Tubuh Lan Xuanyu memancarkan cahaya berwarna pelangi, dan dibandingkan dengan Cahaya Ilahi Lima Elemen Agung miliknya, ada dua warna lagi. Yang lebih mengerikan adalah dalam keadaan ini, dia sepenuhnya menekan Tang Yuge dengan auranya.

Tombak panjang di tangannya sepenuhnya hitam tetapi memancarkan lingkaran cahaya biru tua. Lingkaran cahaya itu tidak kuat dan tampak menempel di permukaan tombak, tetapi tombak inilah yang telah membunuh dua master jiwa tipe pertahanan.

Lan Xuanyu sama sekali tidak berhenti. Semua ini adalah bagian dari rencananya. Dengan sekejap, kecepatannya setidaknya dua kali lebih cepat dari sebelumnya saat dia mengayunkan Tombak Pemecah Jurang Suci Surgawi sekali lagi.

Tidak ada teknik, hanya sapuan horizontal.

Meskipun Gendang Perang Roh Petir diblokir oleh Cahaya Ilahi Lima Elemen, seluruh tubuh Tang Yuge masih mati rasa karenanya. Dia tidak punya cara untuk menghindarinya dan hanya bisa mengumpulkan semua Cahaya Ilahi Lima Elemennya untuk memblokir di depannya sekali lagi.

Cahaya biru gelap melesat melewatinya dan Cahaya Ilahi Lima Elemennya membeku sesaat sebelum terbelah menjadi dua tanpa suara, hanya menyisakan celah kecil di tengahnya.

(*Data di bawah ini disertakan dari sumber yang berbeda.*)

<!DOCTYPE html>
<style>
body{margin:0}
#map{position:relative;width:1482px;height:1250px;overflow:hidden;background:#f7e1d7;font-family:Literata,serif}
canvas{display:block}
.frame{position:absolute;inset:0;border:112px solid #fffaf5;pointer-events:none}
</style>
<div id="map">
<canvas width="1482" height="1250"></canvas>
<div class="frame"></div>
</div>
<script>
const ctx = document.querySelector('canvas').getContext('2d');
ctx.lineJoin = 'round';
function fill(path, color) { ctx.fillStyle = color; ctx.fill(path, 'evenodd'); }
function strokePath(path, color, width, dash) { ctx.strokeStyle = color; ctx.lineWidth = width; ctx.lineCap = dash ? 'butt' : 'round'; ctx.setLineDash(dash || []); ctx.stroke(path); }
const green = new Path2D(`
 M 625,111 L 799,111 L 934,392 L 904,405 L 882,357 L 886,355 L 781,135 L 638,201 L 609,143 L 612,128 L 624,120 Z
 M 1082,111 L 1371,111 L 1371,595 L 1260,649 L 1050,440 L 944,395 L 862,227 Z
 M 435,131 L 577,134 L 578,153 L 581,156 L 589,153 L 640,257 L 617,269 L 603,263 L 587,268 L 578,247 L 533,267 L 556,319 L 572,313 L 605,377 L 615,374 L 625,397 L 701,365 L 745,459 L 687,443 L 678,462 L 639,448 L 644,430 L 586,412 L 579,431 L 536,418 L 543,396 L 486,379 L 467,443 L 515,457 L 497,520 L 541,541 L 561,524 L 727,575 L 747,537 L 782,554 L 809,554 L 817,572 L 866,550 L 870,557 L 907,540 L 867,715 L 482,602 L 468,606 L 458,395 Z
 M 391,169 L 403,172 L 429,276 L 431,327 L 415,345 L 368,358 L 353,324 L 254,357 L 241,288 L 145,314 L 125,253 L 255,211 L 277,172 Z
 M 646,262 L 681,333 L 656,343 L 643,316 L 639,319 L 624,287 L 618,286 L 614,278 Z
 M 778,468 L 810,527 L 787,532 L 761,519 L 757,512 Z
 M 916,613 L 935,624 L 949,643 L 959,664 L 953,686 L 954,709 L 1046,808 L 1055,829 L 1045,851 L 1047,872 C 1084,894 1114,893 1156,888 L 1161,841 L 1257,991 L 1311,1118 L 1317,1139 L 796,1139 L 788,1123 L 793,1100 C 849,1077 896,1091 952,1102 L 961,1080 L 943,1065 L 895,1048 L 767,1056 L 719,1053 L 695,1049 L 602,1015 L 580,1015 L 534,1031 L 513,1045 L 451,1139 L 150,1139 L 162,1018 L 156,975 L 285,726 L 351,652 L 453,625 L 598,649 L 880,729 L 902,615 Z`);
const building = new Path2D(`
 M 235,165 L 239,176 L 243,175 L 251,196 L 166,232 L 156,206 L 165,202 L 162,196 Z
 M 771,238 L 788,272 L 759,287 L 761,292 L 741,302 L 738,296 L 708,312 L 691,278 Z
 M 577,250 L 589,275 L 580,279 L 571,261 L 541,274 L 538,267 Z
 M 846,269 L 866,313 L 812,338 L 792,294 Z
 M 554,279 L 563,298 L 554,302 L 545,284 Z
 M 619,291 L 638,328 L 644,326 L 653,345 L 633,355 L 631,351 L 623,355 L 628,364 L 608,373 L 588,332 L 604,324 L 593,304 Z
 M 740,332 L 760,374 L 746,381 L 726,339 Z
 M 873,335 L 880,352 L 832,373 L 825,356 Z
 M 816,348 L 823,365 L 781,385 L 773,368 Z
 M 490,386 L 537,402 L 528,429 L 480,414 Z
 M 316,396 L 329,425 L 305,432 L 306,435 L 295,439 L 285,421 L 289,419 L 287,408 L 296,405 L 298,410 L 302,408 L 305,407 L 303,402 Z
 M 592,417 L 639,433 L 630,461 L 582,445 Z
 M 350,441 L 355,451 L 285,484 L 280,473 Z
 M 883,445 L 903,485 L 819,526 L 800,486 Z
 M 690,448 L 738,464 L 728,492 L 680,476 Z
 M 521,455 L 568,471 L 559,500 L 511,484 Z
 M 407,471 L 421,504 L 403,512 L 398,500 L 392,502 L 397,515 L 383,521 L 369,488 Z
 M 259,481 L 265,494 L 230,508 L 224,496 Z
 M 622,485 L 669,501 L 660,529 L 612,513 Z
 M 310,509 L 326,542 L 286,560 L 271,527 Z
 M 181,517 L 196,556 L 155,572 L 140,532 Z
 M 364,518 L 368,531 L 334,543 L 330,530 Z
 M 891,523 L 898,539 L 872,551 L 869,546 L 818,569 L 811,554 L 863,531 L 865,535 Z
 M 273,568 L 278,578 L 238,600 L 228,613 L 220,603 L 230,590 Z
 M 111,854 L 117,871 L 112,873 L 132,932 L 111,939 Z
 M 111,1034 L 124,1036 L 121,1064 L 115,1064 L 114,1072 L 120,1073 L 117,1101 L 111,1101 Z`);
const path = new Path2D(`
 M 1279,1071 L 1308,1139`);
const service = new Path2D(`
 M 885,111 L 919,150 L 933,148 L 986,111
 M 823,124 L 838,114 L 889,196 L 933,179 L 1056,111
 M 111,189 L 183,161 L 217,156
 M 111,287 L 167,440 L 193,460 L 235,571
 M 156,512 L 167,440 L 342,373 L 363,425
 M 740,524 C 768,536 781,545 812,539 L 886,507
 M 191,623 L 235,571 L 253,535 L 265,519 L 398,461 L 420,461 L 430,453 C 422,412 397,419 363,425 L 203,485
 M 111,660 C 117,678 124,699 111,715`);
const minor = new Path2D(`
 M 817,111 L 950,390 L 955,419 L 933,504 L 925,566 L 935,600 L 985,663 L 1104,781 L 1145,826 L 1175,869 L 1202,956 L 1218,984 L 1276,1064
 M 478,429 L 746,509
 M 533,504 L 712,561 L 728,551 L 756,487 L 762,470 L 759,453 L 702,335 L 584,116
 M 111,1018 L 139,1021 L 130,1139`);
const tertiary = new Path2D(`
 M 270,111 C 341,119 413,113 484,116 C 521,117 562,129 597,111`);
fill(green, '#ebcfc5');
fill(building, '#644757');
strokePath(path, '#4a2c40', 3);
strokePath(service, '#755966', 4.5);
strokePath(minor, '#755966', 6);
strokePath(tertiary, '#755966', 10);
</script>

Tubuh Lan Xuanyu telah menyapu melewati Tang Yuge. Dia melompat, meraih tombak dengan kedua tangan, dan menebas untuk ketiga kalinya ke arah Sima Xian seolah-olah dia sedang membelah gunung.

Sima Xian buru-buru mengangkat kapak raksasanya untuk memblokir serangan itu. Dia sangat besar dan kecepatan bukanlah keahliannya. Setelah melepaskan Neraka Emas Gelap barusan, dia juga telah menghabiskan cukup banyak energi, belum lagi Burung Iblis Zamrud yang terus-menerus mengganggunya.

Tetapi tepat saat dia mengangkat kapak perangnya, dia terkejut melihat tubuh Tang Yuge terbelah menjadi dua dan menghilang menjadi seberkas cahaya.

“Pfft!” Kapak raksasa yang dibentuk oleh Jiwa Bela Dirinya terbelah menjadi dua. Dalam kepanikannya, Sima Xian hanya bisa sedikit memutar tubuhnya dan bayangan biru gelap itu menebas bahunya.

Tubuhnya yang kuat dan pertahanannya yang mengejutkan tampak seperti tahu di depan Tombak Jurang Pemecah Suci Surgawi.

Pod simulasi Akademi Shrek diatur pada tingkat rasa sakit yang sangat tinggi. Sima Xian menjerit histeris dan mundur secara naluriah. Namun, Lan Xuanyu sama sekali tidak berhenti. Dia memutar tubuhnya setengah dan mengangkat tombak di tangannya, mengayunkannya ke arahnya dengan aura yang lebih megah dari sebelumnya.

Ketika dia mengayunkan tombak itu, bahkan Lan Xuanyu merasakan perasaan aneh, seolah-olah dia sedang menempa dan menggunakan teknik palu yang diajarkan Paman Le kepadanya.

Dia sama sekali tidak tahu teknik tombak dan menggunakannya secara naluriah.

Semuanya terjadi terlalu cepat dan tidak ada waktu baginya untuk menangkisnya. Penonton melihatnya dengan jelas kali ini dan saat cahaya biru gelap melintas, tubuh Sima Xian ditebas secara diagonal. Dengan wajah penuh keterkejutan, dia berubah menjadi cahaya putih dan menghilang dari medan perang.

“Bang!” Tombak itu menghantam tanah dan Lan Xuanyu berdiri dengan bangga. Pada saat ini, bahkan tanpa penghalang suara, seluruh arena hening.

Semuanya terjadi terlalu cepat. Ketika Lan Xuanyu berada dalam situasi putus asa dan semua orang berpikir bahwa siswa tahun pertama tidak akan memiliki kesempatan, mereka langsung mengakhiri pertarungan.

Diterjemahkan dan diedit oleh SilverRift & GoldenLung (goldsilvertranslation.wordpress.com)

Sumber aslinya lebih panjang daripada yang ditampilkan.